Personally, I think the use cases that justify the current cost and slowness of o1 are incredibly narrow (e.g. offline analysis of financial documents or deep academic paper research). I think in most interactive use-cases I'd rather opt for GPT-4o or Sonnet 3.5 instead of o1-preview and have the faster response time and send a follow-up message. Similarly for non-interactive use-cases I'd try to add a layer of tool calling with those faster models than use o1-preview.
I think the o1-like models will only really take off, if the prices for it are coming down, and it is clearly demonstrated that more "thinking tokens" correlate to predictably better results, and results that can compete with highly tuned prompts/fine tuned models that or currently expensive to produce in terms of development time.
Agreed with all that, and also, when used via API the o1 models don't currently support system prompts, streaming, or function calling. That rules them out for all of the uses I have.
> The -o models are "just" stronger versions of their non-suffixed predecessors.

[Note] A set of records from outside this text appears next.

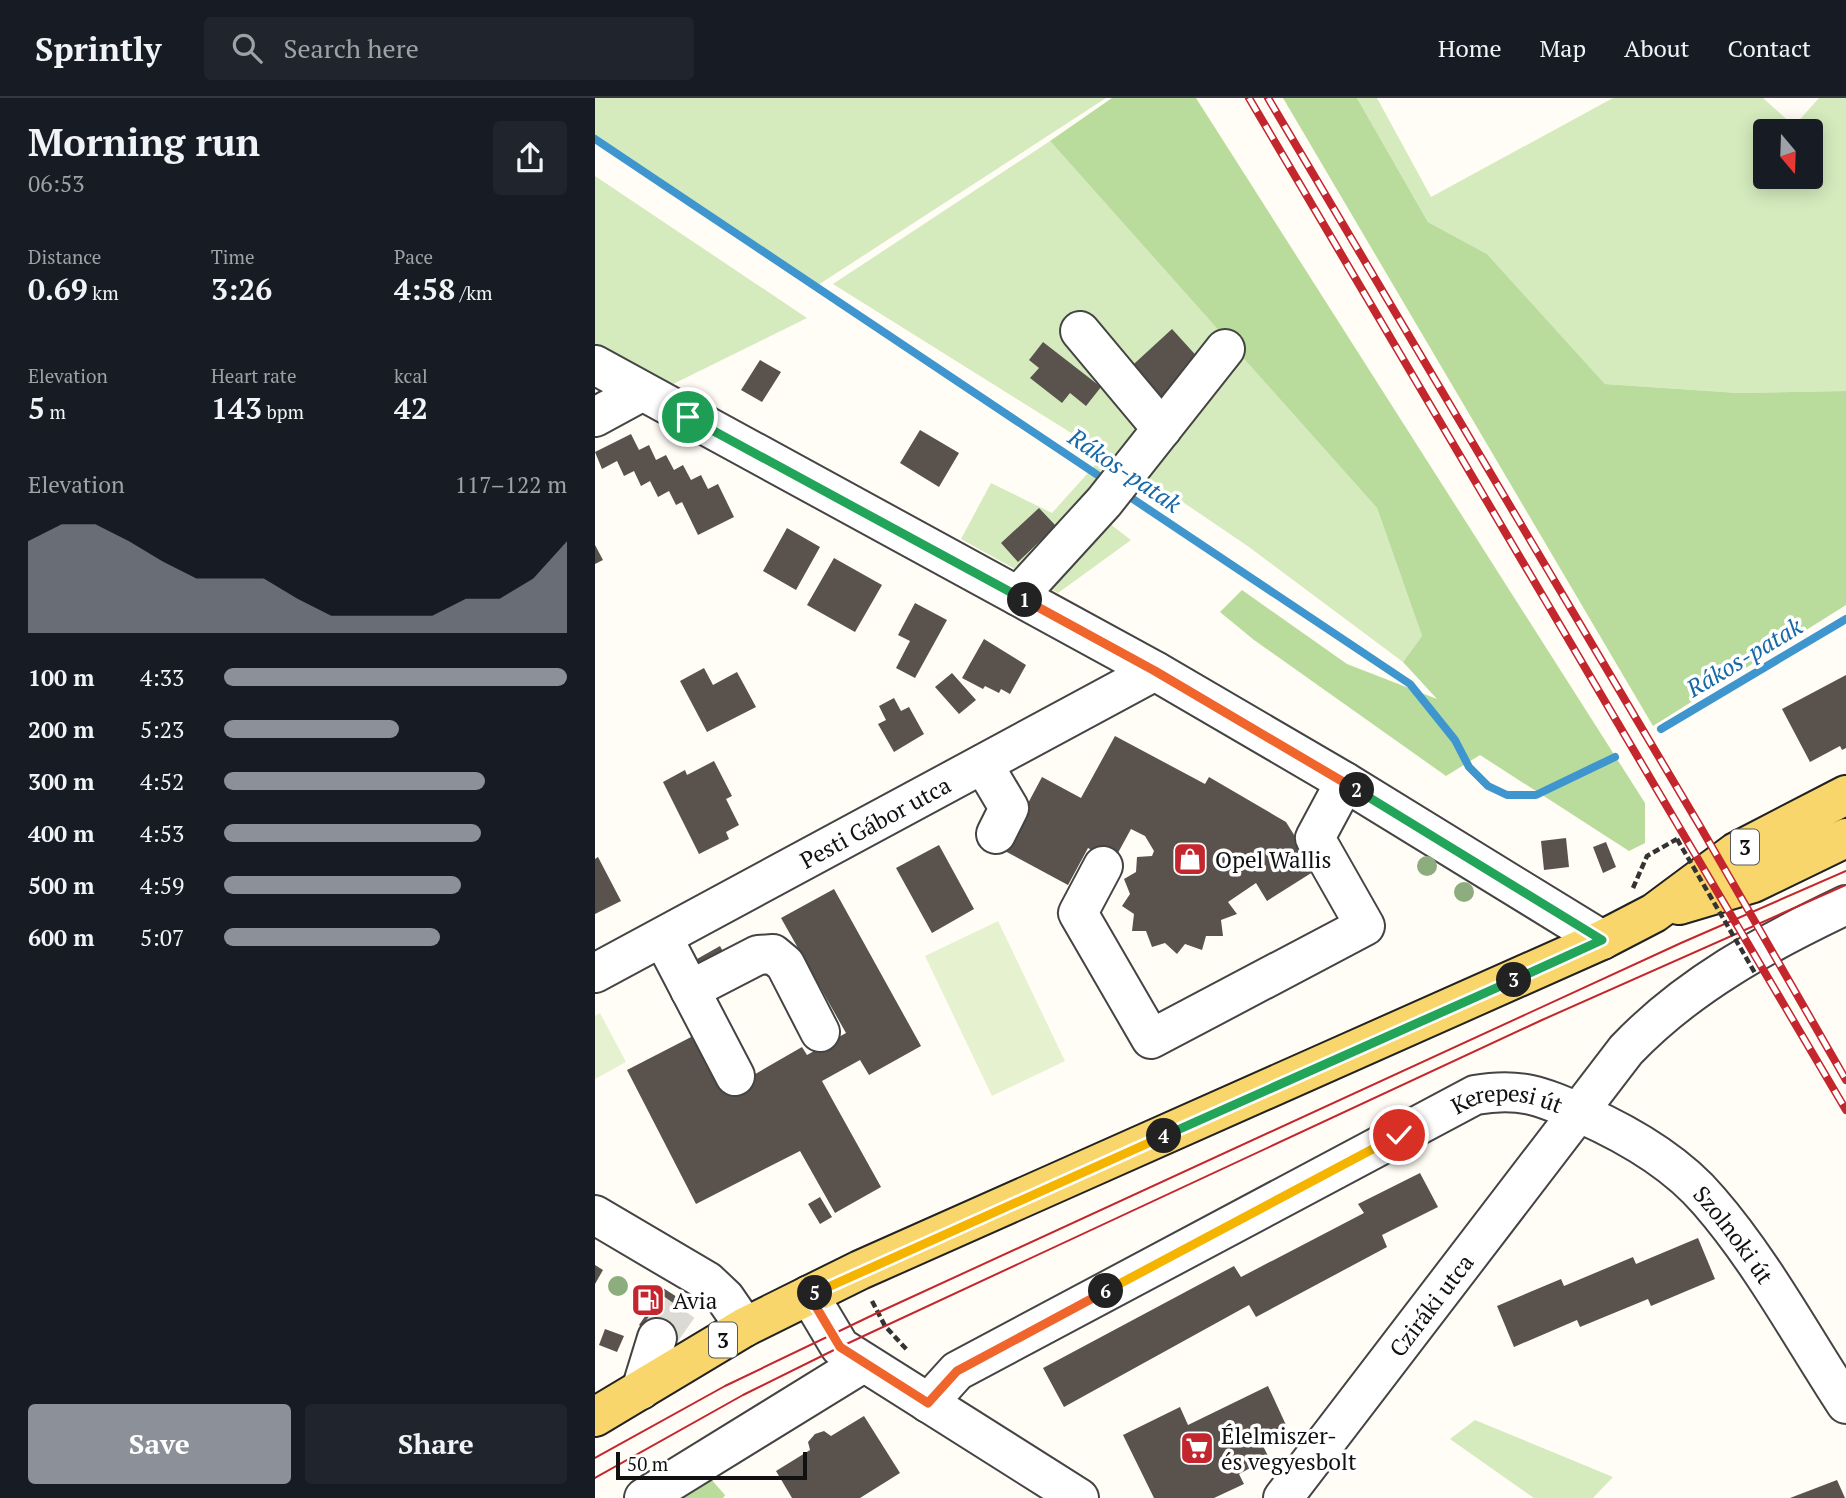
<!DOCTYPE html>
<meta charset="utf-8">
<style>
body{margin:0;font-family:"PT Serif",serif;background:#20242c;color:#f1f3f6;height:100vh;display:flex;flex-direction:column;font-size:26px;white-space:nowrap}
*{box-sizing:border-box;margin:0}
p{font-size:23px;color:#9ea1a6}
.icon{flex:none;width:38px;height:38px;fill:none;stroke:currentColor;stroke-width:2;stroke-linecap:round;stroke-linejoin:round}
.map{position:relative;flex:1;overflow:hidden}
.panel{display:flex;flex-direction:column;background:#171b24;width:595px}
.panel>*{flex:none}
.needle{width:46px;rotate:161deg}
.controls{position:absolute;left:1158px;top:21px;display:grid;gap:14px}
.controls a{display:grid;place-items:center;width:70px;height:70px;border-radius:7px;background:#171b24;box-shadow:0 4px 18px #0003;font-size:35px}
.scale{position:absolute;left:21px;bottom:18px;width:191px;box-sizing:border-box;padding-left:7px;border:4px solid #111;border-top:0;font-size:19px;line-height:24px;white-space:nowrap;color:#111;-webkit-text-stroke:5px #fff;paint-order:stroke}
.pin{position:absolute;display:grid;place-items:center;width:60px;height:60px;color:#fff;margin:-30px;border:4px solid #fff;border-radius:50%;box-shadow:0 2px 7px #0007}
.km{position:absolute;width:35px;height:35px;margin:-18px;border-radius:50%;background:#222;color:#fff;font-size:19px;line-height:35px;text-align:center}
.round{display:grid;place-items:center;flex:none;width:74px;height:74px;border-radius:7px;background:#20242c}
.summary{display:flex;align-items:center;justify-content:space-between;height:119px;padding:0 28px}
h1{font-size:38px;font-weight:700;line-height:52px}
.stats{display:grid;grid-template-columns:repeat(3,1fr);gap:10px;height:119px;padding:7px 28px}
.stats div{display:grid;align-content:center}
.stats b{font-size:30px;font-weight:700}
.stats small{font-size:19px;font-weight:400}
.stats p{font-size:19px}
.chart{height:196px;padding:14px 28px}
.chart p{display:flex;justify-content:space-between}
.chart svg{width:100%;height:126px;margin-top:7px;fill:#8c9099;opacity:.7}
.action{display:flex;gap:14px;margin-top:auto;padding:14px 28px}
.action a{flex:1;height:80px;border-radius:7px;background:#8c9099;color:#fff;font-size:28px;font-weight:700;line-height:80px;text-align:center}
.action a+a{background:#20242c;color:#f1f3f6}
ul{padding:0 28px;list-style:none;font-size:23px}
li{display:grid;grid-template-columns:112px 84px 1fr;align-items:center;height:52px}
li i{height:18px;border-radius:9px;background:#8c9099}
header{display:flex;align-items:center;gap:42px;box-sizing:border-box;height:98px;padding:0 35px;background:#171b24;border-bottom:2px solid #363941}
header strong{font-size:33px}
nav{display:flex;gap:38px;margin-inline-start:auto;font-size:24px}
.search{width:490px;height:63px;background:#20242c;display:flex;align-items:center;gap:18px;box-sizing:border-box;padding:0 24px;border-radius:7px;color:#9ea1a6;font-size:26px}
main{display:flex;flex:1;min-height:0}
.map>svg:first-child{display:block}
.green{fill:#d5ebbd;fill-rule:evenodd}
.forest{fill:#b9dc9c}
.pitch{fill:#e6f2cf}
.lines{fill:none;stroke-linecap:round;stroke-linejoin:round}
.stream{stroke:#3f96cf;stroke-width:8}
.building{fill:#5a524d}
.minor-tunnel{stroke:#dbdad3;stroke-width:38;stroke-dasharray:38 19;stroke-linecap:butt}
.minor-casing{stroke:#444;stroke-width:42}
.major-casing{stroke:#222;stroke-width:42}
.path{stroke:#333;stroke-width:4.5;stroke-dasharray:7 3.5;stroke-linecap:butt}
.minor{stroke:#fff;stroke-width:38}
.major{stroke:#f9d66b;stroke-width:38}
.tram{stroke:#c4262e;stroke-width:2}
.rail-casing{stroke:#c4262e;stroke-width:8}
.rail{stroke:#fff;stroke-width:5;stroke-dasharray:16;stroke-linecap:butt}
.path-bridge{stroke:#333;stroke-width:4.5;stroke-dasharray:7 3.5;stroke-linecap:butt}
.tree{fill:#8dad7f}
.split-1-casing{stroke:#fff;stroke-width:14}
.split-2-casing{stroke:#fff;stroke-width:14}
.split-3-casing{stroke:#fff;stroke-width:14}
.split-4-casing{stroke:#fff;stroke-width:14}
.split-5-casing{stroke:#fff;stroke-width:14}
.split-6-casing{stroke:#fff;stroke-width:14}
.split-7-casing{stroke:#fff;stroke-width:14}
.split-1{stroke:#22a559;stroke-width:9}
.split-2{stroke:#f0652b;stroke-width:9}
.split-3{stroke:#22a559;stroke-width:9}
.split-4{stroke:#22a559;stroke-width:9}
.split-5{stroke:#f5b400;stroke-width:9}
.split-6{stroke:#f0652b;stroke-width:9}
.split-7{stroke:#f5b400;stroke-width:9}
.labels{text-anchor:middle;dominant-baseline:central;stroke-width:7;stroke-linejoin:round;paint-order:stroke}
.shield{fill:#fff;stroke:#585858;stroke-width:2}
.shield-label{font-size:21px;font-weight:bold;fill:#111}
.street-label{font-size:23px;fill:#111;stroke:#fff}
.poi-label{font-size:23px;fill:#111;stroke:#fff;text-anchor:start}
.water-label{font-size:24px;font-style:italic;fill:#1768a6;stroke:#fff}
</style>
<header>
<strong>Sprintly</strong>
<div class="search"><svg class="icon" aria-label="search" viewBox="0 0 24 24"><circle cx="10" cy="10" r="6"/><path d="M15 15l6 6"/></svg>Search here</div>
<nav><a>Home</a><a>Map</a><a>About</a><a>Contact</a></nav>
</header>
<main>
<section class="panel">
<div class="summary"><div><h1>Morning run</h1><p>06:53</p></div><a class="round"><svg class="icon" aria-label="share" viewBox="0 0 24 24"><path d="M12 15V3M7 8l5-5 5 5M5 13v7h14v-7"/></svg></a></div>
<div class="stats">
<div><p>Distance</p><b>0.69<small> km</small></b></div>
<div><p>Time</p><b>3:26</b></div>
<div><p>Pace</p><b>4:58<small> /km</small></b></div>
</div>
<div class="stats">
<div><p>Elevation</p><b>5<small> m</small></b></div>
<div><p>Heart rate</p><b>143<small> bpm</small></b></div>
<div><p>kcal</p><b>42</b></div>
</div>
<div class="chart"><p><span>Elevation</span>117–122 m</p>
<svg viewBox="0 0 160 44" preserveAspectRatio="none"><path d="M0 44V12L10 6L20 6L30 12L40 19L50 25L60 25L70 25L80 32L90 38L100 38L110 38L120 38L130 32L140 32L150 25L160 12V44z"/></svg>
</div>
<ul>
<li><b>100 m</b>4:33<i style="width:100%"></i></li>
<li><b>200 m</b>5:23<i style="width:51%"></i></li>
<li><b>300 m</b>4:52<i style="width:76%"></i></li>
<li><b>400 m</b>4:53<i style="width:75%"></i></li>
<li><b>500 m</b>4:59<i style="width:69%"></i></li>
<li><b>600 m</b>5:07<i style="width:63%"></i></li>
</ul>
<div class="action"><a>Save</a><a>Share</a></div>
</section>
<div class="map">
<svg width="1251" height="1400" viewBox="0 0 1251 1400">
<rect width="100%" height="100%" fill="#fffdf5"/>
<path class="green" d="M0,0h511l-291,189 -220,-151z
M762,0h20l54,99 182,-99h150l31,28 25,-28h27v293l-108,2 -133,-9 -118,-130 -59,-32zM1171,33h45v46h-45z
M455,43l327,367 45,128 -19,26 -154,-115 -109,-74 -39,44 30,23 -73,53 -97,-54 30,-56 61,30 53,-59 -272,-170z
M0,78l212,142 -148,73 -64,-38z
M880,1322l138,57 -20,21h-59l-84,-59z"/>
<path class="forest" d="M517,0h84l449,705v40l-16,8 -149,-96 -34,21 -192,-136 -34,-28 22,-22 105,74 90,35 -34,-37 19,-26 -45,-128 -327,-367z
M688,0h74l71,124 59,32 118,130 133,9 108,-2v214l-193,121z
M115,1380l15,17 -2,3h-44z"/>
<path class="pitch" d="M403,823l67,140 -73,35 -67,-140z
M5,915l26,49 -31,17v-63z"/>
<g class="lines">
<path class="stream" d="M0,41l513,343
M529,395l286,191 45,56 14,27 19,19 19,9h29l79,-38
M1066,631l185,-110"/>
</g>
<path class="building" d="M577,231l30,33 -49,44 -30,-32z
M448,244l58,45 -15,19 -16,-13 -8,10 -32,-25 9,-10 -10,-8z
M165,262l21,12 -19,30 -21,-12z
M325,332l39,23 -20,34 -39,-24z
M36,336l8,16 10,-5 7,15 10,-5 8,15 9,-5 8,15 10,-5 7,14 10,-5 16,33 -36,18 -16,-33 -6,3 -7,-14 -11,6 -8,-16 -9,5 -7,-15 -10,5 -7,-15 -15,8 -7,-17z
M444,410l17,18 -38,36 -17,-19z
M192,430l33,19 -24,43 -33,-19z
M0,447l8,15 -8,4z
M239,460l48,27 -27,47 -48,-27z
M320,505l32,17 -32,58 -19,-10 14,-27 -12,-6z
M389,541l42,26 -16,29 -9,-5 -2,4 -14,-7 -2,3 -21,-11z
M109,570l9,17 24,-13 19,35 -49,25 -27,-51z
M357,575l24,27 -17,14 -24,-27z
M1251,577v73l-4,2 -2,-4 -30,16 -28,-53z
M299,600l7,13 8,-4 15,27 -30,18 -16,-28 8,-4 -7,-14z
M520,638l90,48 4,-7 77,45 30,48 -49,31 -11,-18 -28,19 9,12 -16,6 2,16h-17l-4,14 -17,-6 -8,10 -12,-11 -13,4 -6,-16h-14l2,-17 -12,-8 8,-12 -6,-15 12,-7 1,-15 15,-1 2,-5 -9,-15 -14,-7 -18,33 -25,-14 -20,37 -65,-35 39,-73 39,21z
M119,663l18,35 -6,3 13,26 -13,7 3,7 -30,15 -36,-72 22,-12 2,5z
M971,740l3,29 -25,3 -3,-29z
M1011,744l10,25 -13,6 -10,-26z
M344,747l35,64 -42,24 -36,-65z
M3,759l23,44 -26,13v-55z
M239,791l87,157 -52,29 -9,-15 -38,21 59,106 -46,26 -35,-62 -104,53 -69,-134 68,-35 29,57 78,-45 5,8 39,-22 -65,-115z
M125,848l9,17 -23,12 -9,-16z
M825,1075l18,34 -56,28 5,12 -131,70 -7,-12 -185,102 -21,-39 191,-102 7,11 123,-64 -6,-9z
M225,1099l12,20 -12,7 -12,-20z
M1103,1140l17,41 -64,27 -3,-7 -68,28 -3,-7 -63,27 -17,-41 64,-27 3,7 69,-29 3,7z
M0,1167l8,5 -8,14z
M52,1190l12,7 4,-7 25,16 -24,38 -25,-17 9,-13 -11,-7z
M10,1231l19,7 -7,16 -18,-7z
M673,1288l18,39 -27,13 10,20 -30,16 5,10 -30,14h-60l-31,-63 57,-28 8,18z
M269,1318l36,57 -40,25h-68l-16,-27 34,-21 -2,-8 7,-8 9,-3 7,5z
M1242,1382l8,18h-55z"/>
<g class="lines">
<path class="minor-tunnel" d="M62,1240l26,-37"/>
<g class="minor-casing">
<g id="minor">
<path d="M485,233l82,98"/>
<path d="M0,267l560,306 190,111 257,158"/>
<path d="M0,319l46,-25"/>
<path d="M423,498l86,-94 121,-153"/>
<path d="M388,666l26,44 -13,26"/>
<path d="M508,768l-25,47 73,126 214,-113 -50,-88 30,-56"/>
<path d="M68,840l72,138"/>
<path id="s1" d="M0,875l560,-302"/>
<path d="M95,892l68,-35 15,-1 12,10 35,68"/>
<path d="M0,1117l112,66 18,17 20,29"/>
<path d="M214,1197l31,52 239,151"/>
<path d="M46,1292l16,-52"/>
<path id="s2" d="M333,1305l29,-32 518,-276c45,-8 66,1 107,19 45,20 94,48 127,87 53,61 93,136 137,203"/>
<path d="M49,1400l219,-135"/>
<path id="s3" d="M688,1400l343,-448c62,-65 140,-107 220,-145"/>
</g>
</g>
<g class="major-casing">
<path id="major" d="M1084,807l74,-22 93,-45
M0,1319l150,-90 115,-57 742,-330 52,-27 82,-61 110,-57"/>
</g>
<path class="path" d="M1038,790l14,-32 30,-17
M277,1203l13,25 23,25"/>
<use href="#minor" class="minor"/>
<use href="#major" class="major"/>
<path class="tram" d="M0,1360l130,-72 152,-73 804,-370 165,-72
M0,1380l148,-83 97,-48 702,-327 304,-135"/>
<g class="rail-casing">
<path id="rail" d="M654,0l597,1012
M673,0l433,730 145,252"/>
</g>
<use href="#rail" class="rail"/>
<path class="path-bridge" d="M1082,741l78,134"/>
</g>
<g class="tree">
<circle cx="832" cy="768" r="10"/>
<circle cx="869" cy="794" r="10"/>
<circle cx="23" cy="1188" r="10"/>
</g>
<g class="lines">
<g class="split-1-casing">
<path id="split-1" d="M93,319l337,183"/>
</g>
<g class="split-2-casing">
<path id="split-2" d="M430,502l130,71 202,119"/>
</g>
<g class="split-3-casing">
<path id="split-3" d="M762,692l245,150 -88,40"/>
</g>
<g class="split-4-casing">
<path id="split-4" d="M569,1038l350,-156"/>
</g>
<g class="split-5-casing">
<path id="split-5" d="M220,1195l349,-157"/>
</g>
<g class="split-6-casing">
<path id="split-6" d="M220,1195l-6,2 31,52 88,56 29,-32 149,-80"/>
</g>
<g class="split-7-casing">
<path id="split-7" d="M511,1193l293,-156"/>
</g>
<use href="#split-1" class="split-1"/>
<use href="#split-2" class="split-2"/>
<use href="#split-3" class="split-3"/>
<use href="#split-4" class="split-4"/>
<use href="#split-5" class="split-5"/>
<use href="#split-6" class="split-6"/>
<use href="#split-7" class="split-7"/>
</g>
<defs>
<g id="shop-square" transform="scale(1.75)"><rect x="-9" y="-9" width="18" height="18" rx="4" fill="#c4262e" stroke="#fff"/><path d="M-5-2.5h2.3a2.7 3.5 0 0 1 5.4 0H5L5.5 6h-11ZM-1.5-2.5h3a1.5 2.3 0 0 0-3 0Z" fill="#fff"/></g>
<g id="fuel-square" transform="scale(1.75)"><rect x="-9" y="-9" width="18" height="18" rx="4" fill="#c4262e" stroke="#fff"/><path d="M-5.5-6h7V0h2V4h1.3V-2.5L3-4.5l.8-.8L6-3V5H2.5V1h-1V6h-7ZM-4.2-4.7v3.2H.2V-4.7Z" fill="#fff"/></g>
<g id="supermarket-square" transform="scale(1.75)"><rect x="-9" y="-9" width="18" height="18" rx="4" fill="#c4262e" stroke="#fff"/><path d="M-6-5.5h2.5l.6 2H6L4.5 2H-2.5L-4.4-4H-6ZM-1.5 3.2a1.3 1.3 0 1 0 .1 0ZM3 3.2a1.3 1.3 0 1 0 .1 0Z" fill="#fff"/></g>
</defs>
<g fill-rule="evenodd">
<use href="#shop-square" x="595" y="761"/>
<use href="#fuel-square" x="53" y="1202"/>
<use href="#supermarket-square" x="602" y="1350"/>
</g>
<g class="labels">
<g class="shield">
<rect x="1136" y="731.5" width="28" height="35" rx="5"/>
<rect x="114" y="1224.5" width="28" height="35" rx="5"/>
</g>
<g class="shield-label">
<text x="1150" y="749">3</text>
<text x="128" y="1242">3</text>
</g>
<g class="street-label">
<text stroke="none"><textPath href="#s1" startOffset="318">Pesti Gábor utca</textPath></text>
<text stroke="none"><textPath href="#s2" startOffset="662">Kerepesi út</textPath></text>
<text stroke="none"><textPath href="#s2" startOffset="938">Szolnoki út</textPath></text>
<text stroke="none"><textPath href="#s3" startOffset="243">Cziráki utca</textPath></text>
</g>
<g class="poi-label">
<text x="620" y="761">Opel Wallis</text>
<text x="78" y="1202">Avia</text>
<text x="626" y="1337">Élelmiszer-<tspan x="626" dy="26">és vegyesbolt</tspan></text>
</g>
<g class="water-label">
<text transform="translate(530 372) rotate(34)">Rákos-patak</text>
<text transform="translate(1149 559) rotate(-31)">Rákos-patak</text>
</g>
</g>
</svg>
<div class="controls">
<a><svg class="needle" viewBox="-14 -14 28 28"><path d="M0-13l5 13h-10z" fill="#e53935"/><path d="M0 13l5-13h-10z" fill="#9ea1a6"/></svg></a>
</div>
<div class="scale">50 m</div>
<div class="pin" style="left:93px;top:319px;background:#1e9e55"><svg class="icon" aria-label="arrive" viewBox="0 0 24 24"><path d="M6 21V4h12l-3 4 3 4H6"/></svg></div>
<div class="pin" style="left:804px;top:1037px;background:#d93025"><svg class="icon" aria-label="check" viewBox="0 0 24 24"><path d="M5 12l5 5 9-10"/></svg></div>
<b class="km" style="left:430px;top:502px">1</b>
<b class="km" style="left:762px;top:692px">2</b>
<b class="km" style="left:919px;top:882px">3</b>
<b class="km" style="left:569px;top:1038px">4</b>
<b class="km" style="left:220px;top:1195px">5</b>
<b class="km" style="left:511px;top:1193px">6</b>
</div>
</main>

Cheaper and faster, but not notably "stronger" at real-world use.
Thank you.
Jesus, maybe they should let the AIs run the product naming.
I think the practical economics of the LLM business are becoming clearer in recent times. Huge models are expensive to train and expensive to run. As long as it meets the average user's everyday needs, it's probably much more profitable to just continue with multimodal and fine-tuning development on smaller models.
I think the main reason is they tried training a heavy weight model that was supposed to be opus 3.5, but it didn't yield large enough improvements to 3.5 sonnet to justify them releasing it. (They had it on their page for a while that opus was coming soon, and now they've scrapped that.)
This theory is consistent with the other two top players, Open AI and Google, they both were expected to release a heavy model, but instead have just released multiple medium and small tier models. It's been so long since google released gemini ultimate 1.0 (the naming clearly implying that they were planning on upgrading it to 1.5 like they did with Pro)
Not seeing anyone release a heavyweight model, but at the same time releasing many small and medium sized models makes me think that improving models will be much more complicated than scaling it with more compute, and that there likely are diminishing returns with that regard.
Opus 3.5 will likely be the answer to GPT-5. Same with Gemini 1.5 Ultra.
Maybe - would make sense not to release their latest greatest (Opus 4.0) until competition forces them to, and Amodei has previously indicated that they would rather respond to match frontier SOTA than themselves accelerate the pace of advance by releasing first.
That begs the question: why am I still paying for access to Opus 3 ?
Honestly I don’t know. I’ve not been using Sonnet 3.5 up to now and I’m a fairly light user so I doubt I’ll run into the free tier limits. I’ll probably cancel my subscription until Opus 3.5 comes out (if it ever does).